===== Extracted information =====

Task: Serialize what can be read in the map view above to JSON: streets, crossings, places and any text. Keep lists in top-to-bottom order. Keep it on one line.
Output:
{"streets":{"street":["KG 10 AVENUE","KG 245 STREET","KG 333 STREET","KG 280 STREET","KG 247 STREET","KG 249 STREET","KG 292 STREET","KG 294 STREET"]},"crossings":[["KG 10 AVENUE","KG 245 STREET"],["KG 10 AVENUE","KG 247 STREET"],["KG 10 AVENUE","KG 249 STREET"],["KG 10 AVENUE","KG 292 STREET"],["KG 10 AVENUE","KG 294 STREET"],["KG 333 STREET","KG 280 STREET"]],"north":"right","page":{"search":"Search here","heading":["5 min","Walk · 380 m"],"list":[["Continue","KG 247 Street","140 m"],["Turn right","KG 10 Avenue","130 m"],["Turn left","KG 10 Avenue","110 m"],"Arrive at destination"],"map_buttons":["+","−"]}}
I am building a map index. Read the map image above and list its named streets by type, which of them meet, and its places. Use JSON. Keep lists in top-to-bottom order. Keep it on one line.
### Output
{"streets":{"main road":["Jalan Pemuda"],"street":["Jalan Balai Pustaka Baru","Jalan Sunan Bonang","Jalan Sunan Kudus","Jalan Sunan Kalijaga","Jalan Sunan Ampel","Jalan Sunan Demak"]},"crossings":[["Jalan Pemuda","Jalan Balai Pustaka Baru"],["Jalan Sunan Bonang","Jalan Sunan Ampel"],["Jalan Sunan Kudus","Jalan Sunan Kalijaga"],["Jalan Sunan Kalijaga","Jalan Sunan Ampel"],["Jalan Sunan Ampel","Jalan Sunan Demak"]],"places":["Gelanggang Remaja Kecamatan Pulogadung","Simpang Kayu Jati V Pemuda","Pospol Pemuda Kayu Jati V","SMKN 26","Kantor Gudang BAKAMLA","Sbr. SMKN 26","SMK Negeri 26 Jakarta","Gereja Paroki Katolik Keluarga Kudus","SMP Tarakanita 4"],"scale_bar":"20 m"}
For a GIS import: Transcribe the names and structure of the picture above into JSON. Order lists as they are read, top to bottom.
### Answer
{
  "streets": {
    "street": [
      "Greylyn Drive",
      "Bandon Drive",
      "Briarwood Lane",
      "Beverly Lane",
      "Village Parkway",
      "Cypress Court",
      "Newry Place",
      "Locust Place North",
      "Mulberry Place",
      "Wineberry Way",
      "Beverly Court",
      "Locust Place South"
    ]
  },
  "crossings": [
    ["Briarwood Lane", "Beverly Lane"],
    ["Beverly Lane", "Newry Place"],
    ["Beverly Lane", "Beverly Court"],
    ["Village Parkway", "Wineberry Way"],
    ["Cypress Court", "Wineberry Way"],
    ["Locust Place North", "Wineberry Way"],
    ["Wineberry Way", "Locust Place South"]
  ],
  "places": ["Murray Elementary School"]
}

=====

**Your task:**
Set down every entry exactly as given.

**Answer area:**
Task: Serialize what can be read in the map view above to JSON: streets, crossings, places and any text. Keep lists in top-to-bottom order. Keep it on one line.
Output:
{"streets":{"street":["KG 10 AVENUE","KG 245 STREET","KG 333 STREET","KG 280 STREET","KG 247 STREET","KG 249 STREET","KG 292 STREET","KG 294 STREET"]},"crossings":[["KG 10 AVENUE","KG 245 STREET"],["KG 10 AVENUE","KG 247 STREET"],["KG 10 AVENUE","KG 249 STREET"],["KG 10 AVENUE","KG 292 STREET"],["KG 10 AVENUE","KG 294 STREET"],["KG 333 STREET","KG 280 STREET"]],"north":"right","page":{"search":"Search here","heading":["5 min","Walk · 380 m"],"list":[["Continue","KG 247 Street","140 m"],["Turn right","KG 10 Avenue","130 m"],["Turn left","KG 10 Avenue","110 m"],"Arrive at destination"],"map_buttons":["+","−"]}}
I am building a map index. Read the map image above and list its named streets by type, which of them meet, and its places. Use JSON. Keep lists in top-to-bottom order. Keep it on one line.
### Output
{"streets":{"main road":["Jalan Pemuda"],"street":["Jalan Balai Pustaka Baru","Jalan Sunan Bonang","Jalan Sunan Kudus","Jalan Sunan Kalijaga","Jalan Sunan Ampel","Jalan Sunan Demak"]},"crossings":[["Jalan Pemuda","Jalan Balai Pustaka Baru"],["Jalan Sunan Bonang","Jalan Sunan Ampel"],["Jalan Sunan Kudus","Jalan Sunan Kalijaga"],["Jalan Sunan Kalijaga","Jalan Sunan Ampel"],["Jalan Sunan Ampel","Jalan Sunan Demak"]],"places":["Gelanggang Remaja Kecamatan Pulogadung","Simpang Kayu Jati V Pemuda","Pospol Pemuda Kayu Jati V","SMKN 26","Kantor Gudang BAKAMLA","Sbr. SMKN 26","SMK Negeri 26 Jakarta","Gereja Paroki Katolik Keluarga Kudus","SMP Tarakanita 4"],"scale_bar":"20 m"}
For a GIS import: Transcribe the names and structure of the picture above into JSON. Order lists as they are read, top to bottom.
### Answer
{
  "streets": {
    "street": [
      "Greylyn Drive",
      "Bandon Drive",
      "Briarwood Lane",
      "Beverly Lane",
      "Village Parkway",
      "Cypress Court",
      "Newry Place",
      "Locust Place North",
      "Mulberry Place",
      "Wineberry Way",
      "Beverly Court",
      "Locust Place South"
    ]
  },
  "crossings": [
    ["Briarwood Lane", "Beverly Lane"],
    ["Beverly Lane", "Newry Place"],
    ["Beverly Lane", "Beverly Court"],
    ["Village Parkway", "Wineberry Way"],
    ["Cypress Court", "Wineberry Way"],
    ["Locust Place North", "Wineberry Way"],
    ["Wineberry Way", "Locust Place South"]
  ],
  "places": ["Murray Elementary School"]
}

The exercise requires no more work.